» What this task involves
Which lines in the records below contain the word "radius"? Copy each one out.

—————

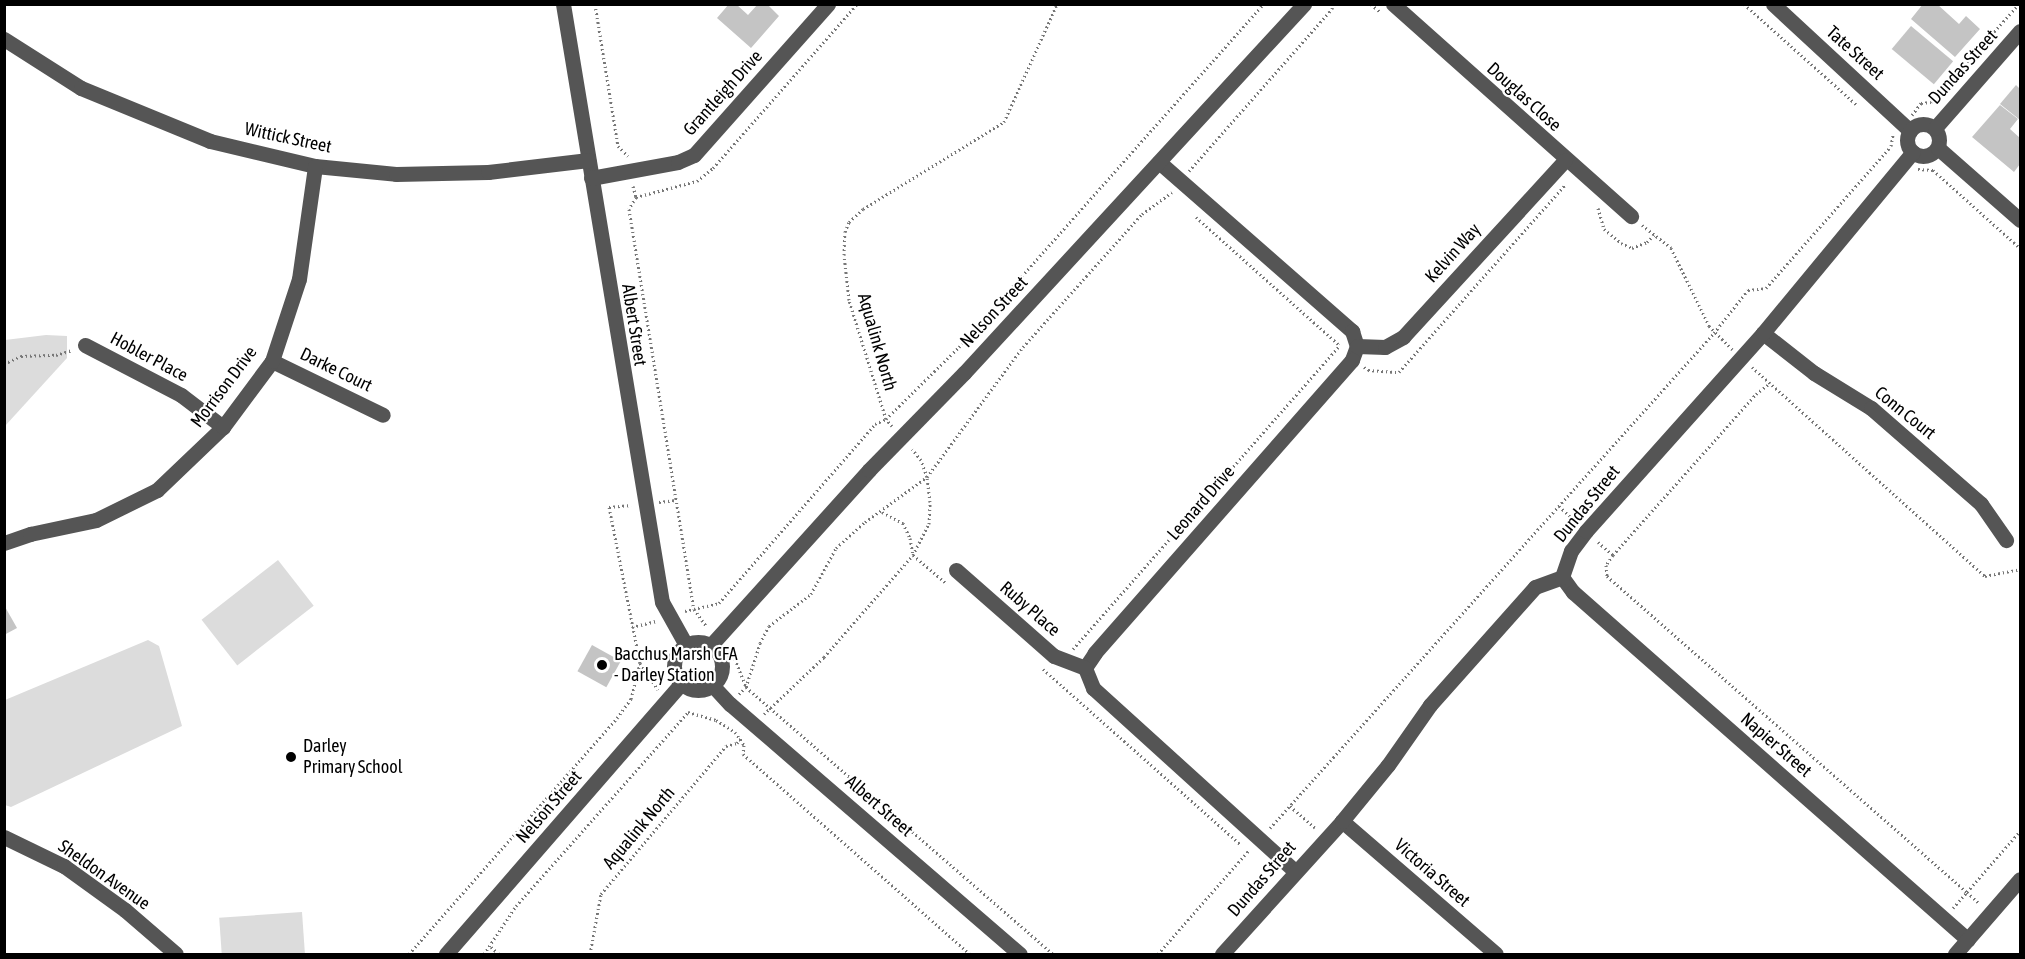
<!DOCTYPE html>
<html>
<head>
<meta charset="utf-8">
<style>
  body { margin:0 }
  #map { position:relative; width:2025px; height:959px; overflow:hidden; background:#fff; font-family:"Asap Condensed",sans-serif }
  div>[style] { position:absolute }
  [style*='--x'] { left:calc(var(--x)*1px); top:calc(var(--y)*1px); width:calc(var(--w)*1px); rotate:calc(var(--a)*1deg) }
  .green>* { inset:0; background:#dcdcdc; transform-origin:0 0 }
  .building>* { inset:0; background:#c4c4c4; transform-origin:0 0 }
  .path>* { height:3px; margin-top:-1.5px; transform-origin:0; background:repeating-linear-gradient(90deg,#777 0 1.5px,transparent 0 4.5px) }
  .minor>* { height:15px; margin:-7.5px; padding:0 7.5px; transform-origin:7.5px; border-radius:7.5px; background:#555 }
  .minor>.ring { margin:-7.5px; padding:0; box-sizing:content-box; background:none; border:15px solid #555; border-radius:50% }
  .dots>* { width:16px; height:16px; translate:-50% -50%; box-sizing:border-box; border:3px solid #fff; border-radius:50% }
  span { translate:-50% -50%; white-space:nowrap; text-align:center; line-height:1.15; -webkit-text-stroke:4.5px #fff; paint-order:stroke }
  .street-label { font-size:18px; color:#000 }
  .poi-label { font-size:18px; color:#000 }
  .left { translate:0 -50%; text-align:left }
  .frame { position:absolute; inset:0; border:6px solid #000; pointer-events:none }
</style>
</head>
<body>
<div id="map">
  <div class="green">
    <div style="clip-path:polygon(46px 335px,67px 336px,67px 358px,5px 426px,5px 340px)"></div>
    <div style="left:278px;top:560px;width:58px;height:97px;rotate:52deg"></div>
    <div style="clip-path:polygon(148px 640px,159px 646px,182px 726px,11px 807px,5px 805px,5px 700px)"></div>
    <div style="left:302px;top:912px;width:41px;height:83px;rotate:86deg"></div>
  </div>
  <div class="building">
    <div style="clip-path:polygon(729px 4px,736px 4px,748px 15px,758px 4px,767px 4px,779px 16px,751px 48px,717px 18px)"></div>
    <div style="clip-path:polygon(1923px 4px,1937px 4px,1959px 24px,1966px 16px,1980px 29px,1955px 57px,1911px 19px)"></div>
    <div style="left:1911px;top:26px;width:55px;height:30px;rotate:40deg"></div>
    <div style="clip-path:polygon(2016px 85px,2020px 89px,2020px 120px,2000px 104px)"></div>
    <div style="clip-path:polygon(2000px 105px,2018px 119px,2010px 129px,2020px 138px,2020px 164px,2014px 172px,1972px 137px)"></div>
    <div style="clip-path:polygon(4px 605px,17px 628px,4px 635px)"></div>
    <div style="left:592px;top:645px;width:33px;height:30px;rotate:29deg"></div>
  </div>
  <div class="path">
    <div style="--x:595;--y:4;--w:144;--a:80.8"></div>
    <div style="--x:618;--y:146;--w:14;--a:45"></div>
    <div style="--x:1371;--y:4;--w:11;--a:41"></div>
    <div style="--x:1744;--y:4;--w:152;--a:41.8"></div>
    <div style="--x:1912;--y:115;--w:15;--a:-53"></div>
    <div style="--x:1921;--y:103;--w:10;--a:-6"></div>
    <div style="--x:1931;--y:102;--w:132;--a:-48.1"></div>
    <div style="--x:1918;--y:169;--w:15;--a:4"></div>
    <div style="--x:1933;--y:170;--w:117;--a:41.9"></div>
    <div style="--x:1189;--y:171;--w:216;--a:-48.6"></div>
    <div style="--x:1332;--y:9;--w:5;--a:-79"></div>
    <div style="--x:633;--y:186;--w:11;--a:75"></div>
    <div style="--x:636;--y:197;--w:14;--a:120"></div>
    <div style="--x:629;--y:209;--w:405;--a:80.8"></div>
    <div style="--x:694;--y:609;--w:22;--a:54"></div>
    <div style="--x:636;--y:197;--w:63;--a:-14.7"></div>
    <div style="--x:697;--y:181;--w:21;--a:-39"></div>
    <div style="--x:713;--y:168;--w:218;--a:-48.7"></div>
    <div style="--x:1598;--y:208;--w:22;--a:74"></div>
    <div style="--x:1604;--y:229;--w:22;--a:39"></div>
    <div style="--x:1621;--y:243;--w:12;--a:24"></div>
    <div style="--x:1632;--y:248;--w:16;--a:-22"></div>
    <div style="--x:1647;--y:242;--w:10;--a:-45"></div>
    <div style="--x:1196;--y:217;--w:192;--a:41.8"></div>
    <div style="--x:1642;--y:225;--w:37;--a:38"></div>
    <div style="--x:1671;--y:248;--w:87;--a:64"></div>
    <div style="--x:1709;--y:326;--w:33;--a:45"></div>
    <div style="--x:4;--y:364;--w:19;--a:-25"></div>
    <div style="--x:21;--y:356;--w:35;--a:-2"></div>
    <div style="--x:56;--y:355;--w:17;--a:-17"></div>
    <div style="--x:1364;--y:367;--w:5;--a:37"></div>
    <div style="--x:1368;--y:370;--w:31;--a:4"></div>
    <div style="--x:1399;--y:372;--w:251;--a:-48.4"></div>
    <div style="--x:1752;--y:367;--w:313;--a:41.9"></div>
    <div style="--x:1985;--y:576;--w:36;--a:-11"></div>
    <div style="--x:892;--y:426;--w:9;--a:-131"></div>
    <div style="--x:886;--y:419;--w:125;--a:-107.3"></div>
    <div style="--x:849;--y:300;--w:45;--a:-96.3"></div>
    <div style="--x:844;--y:255;--w:23;--a:-88"></div>
    <div style="--x:845;--y:232;--w:11;--a:-68"></div>
    <div style="--x:849;--y:222;--w:19;--a:-43"></div>
    <div style="--x:863;--y:209;--w:166;--a:-31.7"></div>
    <div style="--x:1004;--y:122;--w:129;--a:-65.8"></div>
    <div style="--x:659;--y:502;--w:17;--a:-7"></div>
    <div style="--x:1559;--y:506;--w:22;--a:43"></div>
    <div style="--x:882;--y:512;--w:24;--a:28"></div>
    <div style="--x:903;--y:523;--w:17;--a:65"></div>
    <div style="--x:910;--y:538;--w:17;--a:80"></div>
    <div style="--x:913;--y:555;--w:43;--a:40.3"></div>
    <div style="--x:1598;--y:542;--w:20;--a:41"></div>
    <div style="--x:1613;--y:555;--w:12;--a:125"></div>
    <div style="--x:1606;--y:565;--w:11;--a:85"></div>
    <div style="--x:1607;--y:576;--w:479;--a:41.3"></div>
    <div style="--x:1967;--y:892;--w:81;--a:-49"></div>
    <div style="--x:1613;--y:555;--w:215;--a:-48.4"></div>
    <div style="--x:1756;--y:394;--w:18;--a:-38"></div>
    <div style="--x:685;--y:611;--w:35;--a:-13"></div>
    <div style="--x:719;--y:603;--w:237;--a:-48.9"></div>
    <div style="--x:875;--y:424;--w:12;--a:-24"></div>
    <div style="--x:886;--y:419;--w:103;--a:-44.6"></div>
    <div style="--x:959;--y:347;--w:459;--a:-48.4"></div>
    <div style="--x:632;--y:627;--w:25;--a:-14"></div>
    <div style="--x:730;--y:646;--w:44;--a:68.7"></div>
    <div style="--x:746;--y:687;--w:407;--a:41"></div>
    <div style="--x:1073;--y:649;--w:405;--a:-48.7"></div>
    <div style="--x:640;--y:663;--w:32;--a:56"></div>
    <div style="--x:1043;--y:669;--w:264;--a:41.6"></div>
    <div style="--x:739;--y:694;--w:10;--a:-45"></div>
    <div style="--x:746;--y:687;--w:46;--a:-72.3"></div>
    <div style="--x:760;--y:643;--w:19;--a:-62"></div>
    <div style="--x:769;--y:626;--w:53;--a:-37.3"></div>
    <div style="--x:811;--y:594;--w:52;--a:-61.5"></div>
    <div style="--x:836;--y:548;--w:39;--a:-42"></div>
    <div style="--x:865;--y:522;--w:77;--a:-36"></div>
    <div style="--x:927;--y:477;--w:162;--a:-53.6"></div>
    <div style="--x:1023;--y:347;--w:178;--a:-48.2"></div>
    <div style="--x:1142;--y:214;--w:37;--a:-36"></div>
    <div style="--x:764;--y:714;--w:83;--a:-43.5"></div>
    <div style="--x:824;--y:657;--w:135;--a:-48.9"></div>
    <div style="--x:913;--y:555;--w:35;--a:-63"></div>
    <div style="--x:929;--y:524;--w:22;--a:-87"></div>
    <div style="--x:930;--y:502;--w:25;--a:-97"></div>
    <div style="--x:927;--y:477;--w:18;--a:-109"></div>
    <div style="--x:921;--y:460;--w:14;--a:-129"></div>
    <div style="--x:1290;--y:806;--w:33;--a:41"></div>
    <div style="--x:1270;--y:828;--w:665;--a:-48.11"></div>
    <div style="--x:1714;--y:333;--w:55;--a:-51.7"></div>
    <div style="--x:1748;--y:290;--w:18;--a:-6"></div>
    <div style="--x:1766;--y:288;--w:189;--a:-48.6"></div>
    <div style="--x:1891;--y:146;--w:11;--a:-80"></div>
    <div style="--x:1953;--y:908;--w:21;--a:-49"></div>
    <div style="--x:1967;--y:892;--w:16;--a:43"></div>
    <div style="--x:491;--y:947;--w:11;--a:41"></div>
    <div style="--x:409;--y:954;--w:315;--a:-48.6"></div>
    <div style="--x:617;--y:718;--w:24;--a:-54"></div>
    <div style="--x:631;--y:699;--w:37;--a:-76"></div>
    <div style="--x:640;--y:663;--w:159;--a:-101.2"></div>
    <div style="--x:609;--y:507;--w:22;--a:-5"></div>
    <div style="--x:484;--y:954;--w:58;--a:-56.3"></div>
    <div style="--x:516;--y:906;--w:259;--a:-48.4"></div>
    <div style="--x:688;--y:712;--w:29;--a:16"></div>
    <div style="--x:716;--y:720;--w:22;--a:32"></div>
    <div style="--x:735;--y:732;--w:16;--a:55"></div>
    <div style="--x:744;--y:745;--w:9;--a:96"></div>
    <div style="--x:743;--y:754;--w:303;--a:41.4"></div>
    <div style="--x:590;--y:954;--w:61;--a:-79.6"></div>
    <div style="--x:601;--y:894;--w:194;--a:-49.8"></div>
    <div style="--x:726;--y:746;--w:11;--a:-15"></div>
    <div style="--x:737;--y:743;--w:9;--a:-49"></div>
    <div style="--x:1158;--y:954;--w:138;--a:-48.8"></div>
  </div>
  <div class="minor">
    <div style="--x:563;--y:4;--w:606;--a:80.6"></div>
    <div style="--x:662;--y:602;--w:49;--a:60.8"></div>
    <div style="--x:1393;--y:4;--w:319;--a:41.7"></div>
    <div style="--x:1773;--y:4;--w:187;--a:42.8"></div>
    <div style="--x:4;--y:39;--w:91;--a:32.5"></div>
    <div style="--x:81;--y:88;--w:139;--a:22.3"></div>
    <div style="--x:210;--y:141;--w:108;--a:13.4"></div>
    <div style="--x:315;--y:166;--w:81;--a:5.6"></div>
    <div style="--x:396;--y:174;--w:92;--a:-1.2"></div>
    <div style="--x:488;--y:172;--w:101;--a:-6.8"></div>
    <div class="ring" style="left:1907px;top:124px;width:17px;height:17px"></div>
    <div style="--x:1935;--y:128;--w:129;--a:-48.8"></div>
    <div style="--x:1938;--y:148;--w:109;--a:41.3"></div>
    <div style="--x:1159;--y:162;--w:257;--a:41.2"></div>
    <div style="--x:1352;--y:331;--w:16;--a:72"></div>
    <div style="--x:1357;--y:346;--w:15;--a:110"></div>
    <div style="--x:1352;--y:360;--w:390;--a:131.3"></div>
    <div style="--x:1095;--y:653;--w:18;--a:124"></div>
    <div style="--x:1085;--y:668;--w:22;--a:68"></div>
    <div style="--x:1093;--y:688;--w:273;--a:42.2"></div>
    <div style="--x:591;--y:178;--w:88;--a:-10.4"></div>
    <div style="--x:678;--y:162;--w:17;--a:-24"></div>
    <div style="--x:694;--y:155;--w:202;--a:-48.4"></div>
    <div style="--x:1763;--y:333;--w:65;--a:38.1"></div>
    <div style="--x:1814;--y:373;--w:67;--a:31.6"></div>
    <div style="--x:1871;--y:408;--w:146;--a:41.1"></div>
    <div style="--x:1981;--y:504;--w:44;--a:55.2"></div>
    <div style="--x:85;--y:345;--w:108;--a:27.5"></div>
    <div style="--x:181;--y:395;--w:53;--a:37.3"></div>
    <div style="--x:1357;--y:346;--w:28;--a:2"></div>
    <div style="--x:1385;--y:347;--w:21;--a:-29"></div>
    <div style="--x:1403;--y:337;--w:240;--a:-47.5"></div>
    <div style="--x:272;--y:361;--w:123;--a:25.9"></div>
    <div style="--x:4;--y:543;--w:28;--a:-19"></div>
    <div style="--x:30;--y:534;--w:67;--a:-12"></div>
    <div style="--x:96;--y:520;--w:68;--a:-26.2"></div>
    <div style="--x:157;--y:490;--w:91;--a:-43.7"></div>
    <div style="--x:223;--y:427;--w:82;--a:-53.4"></div>
    <div style="--x:272;--y:361;--w:86;--a:-71.8"></div>
    <div style="--x:299;--y:279;--w:114;--a:-81.9"></div>
    <div style="--x:956;--y:570;--w:130;--a:41.3"></div>
    <div style="--x:1054;--y:656;--w:33;--a:21"></div>
    <div style="--x:1562;--y:577;--w:19;--a:54"></div>
    <div style="--x:1573;--y:592;--w:526;--a:41.38"></div>
    <div class="ring" style="left:674px;top:642px;width:33px;height:33px"></div>
    <div style="--x:711;--y:645;--w:236;--a:-47.9"></div>
    <div style="--x:869;--y:470;--w:136;--a:-45.6"></div>
    <div style="--x:964;--y:373;--w:502;--a:-47.34"></div>
    <div style="--x:713;--y:686;--w:25;--a:47"></div>
    <div style="--x:730;--y:704;--w:383;--a:40.8"></div>
    <div style="--x:1342;--y:821;--w:203;--a:40.8"></div>
    <div style="--x:4;--y:837;--w:67;--a:25.8"></div>
    <div style="--x:64;--y:866;--w:75;--a:35.8"></div>
    <div style="--x:125;--y:910;--w:67;--a:40.8"></div>
    <div style="--x:446;--y:954;--w:358;--a:-49"></div>
    <div style="--x:1222;--y:954;--w:179;--a:-47.9"></div>
    <div style="--x:1342;--y:821;--w:72;--a:-50.6"></div>
    <div style="--x:1388;--y:765;--w:73;--a:-55"></div>
    <div style="--x:1430;--y:705;--w:158;--a:-48.3"></div>
    <div style="--x:1535;--y:587;--w:29;--a:-20"></div>
    <div style="--x:1562;--y:577;--w:28;--a:-71"></div>
    <div style="--x:1571;--y:551;--w:25;--a:-53"></div>
    <div style="--x:1586;--y:531;--w:266;--a:-48.2"></div>
    <div style="--x:1763;--y:333;--w:235;--a:-50.4"></div>
    <div style="--x:1955;--y:954;--w:99;--a:-49.1"></div>
  </div>
  <div class="dots">
    <div style="left:602px;top:665px;background:#000"></div>
    <div style="left:291px;top:757px;background:#000"></div>
  </div>
  <div class="street-label">
    <span style="left:1855px;top:53px;rotate:42deg">Tate Street</span>
    <span style="left:1963px;top:67px;rotate:-48deg">Dundas Street</span>
    <span style="left:723px;top:93px;rotate:-48deg">Grantleigh Drive</span>
    <span style="left:1524px;top:97px;rotate:42deg">Douglas Close</span>
    <span style="left:288px;top:138px;rotate:12deg">Wittick Street</span>
    <span style="left:1453px;top:253px;rotate:-48deg">Kelvin Way</span>
    <span style="left:994px;top:312px;rotate:-47deg">Nelson Street</span>
    <span style="left:634px;top:325px;rotate:81deg">Albert Street</span>
    <span style="left:877px;top:342px;rotate:74deg">Aqualink North</span>
    <span style="left:149px;top:357px;rotate:28deg">Hobler Place</span>
    <span style="left:336px;top:370px;rotate:26deg">Darke Court</span>
    <span style="left:224px;top:387px;rotate:-53deg">Morrison Drive</span>
    <span style="left:1905px;top:413px;rotate:39deg">Conn Court</span>
    <span style="left:1201px;top:503px;rotate:-49deg">Leonard Drive</span>
    <span style="left:1587px;top:504px;rotate:-51deg">Dundas Street</span>
    <span style="left:1030px;top:609px;rotate:41deg">Ruby Place</span>
    <span style="left:1776px;top:745px;rotate:41deg">Napier Street</span>
    <span style="left:879px;top:806px;rotate:41deg">Albert Street</span>
    <span style="left:549px;top:807px;rotate:-49deg">Nelson Street</span>
    <span style="left:639px;top:828px;rotate:-50deg">Aqualink North</span>
    <span style="left:1432px;top:873px;rotate:41deg">Victoria Street</span>
    <span style="left:104px;top:875px;rotate:35deg">Sheldon Avenue</span>
    <span style="left:1262px;top:879px;rotate:-49deg">Dundas Street</span>
  </div>
  <div class="poi-label">
    <span class="left" style="left:614px;top:665px">Bacchus Marsh CFA<br>- Darley Station</span>
    <span class="left" style="left:303px;top:757px">Darley<br>Primary School</span>
  </div>
  <div class="frame"></div>
</div>
</body>
</html>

—————

» Output of the task
  .minor>* { height:15px; margin:-7.5px; padding:0 7.5px; transform-origin:7.5px; border-radius:7.5px; background:#555 }
  .minor>.ring { margin:-7.5px; padding:0; box-sizing:content-box; background:none; border:15px solid #555; border-radius:50% }
  .dots>* { width:16px; height:16px; translate:-50% -50%; box-sizing:border-box; border:3px solid #fff; border-radius:50% }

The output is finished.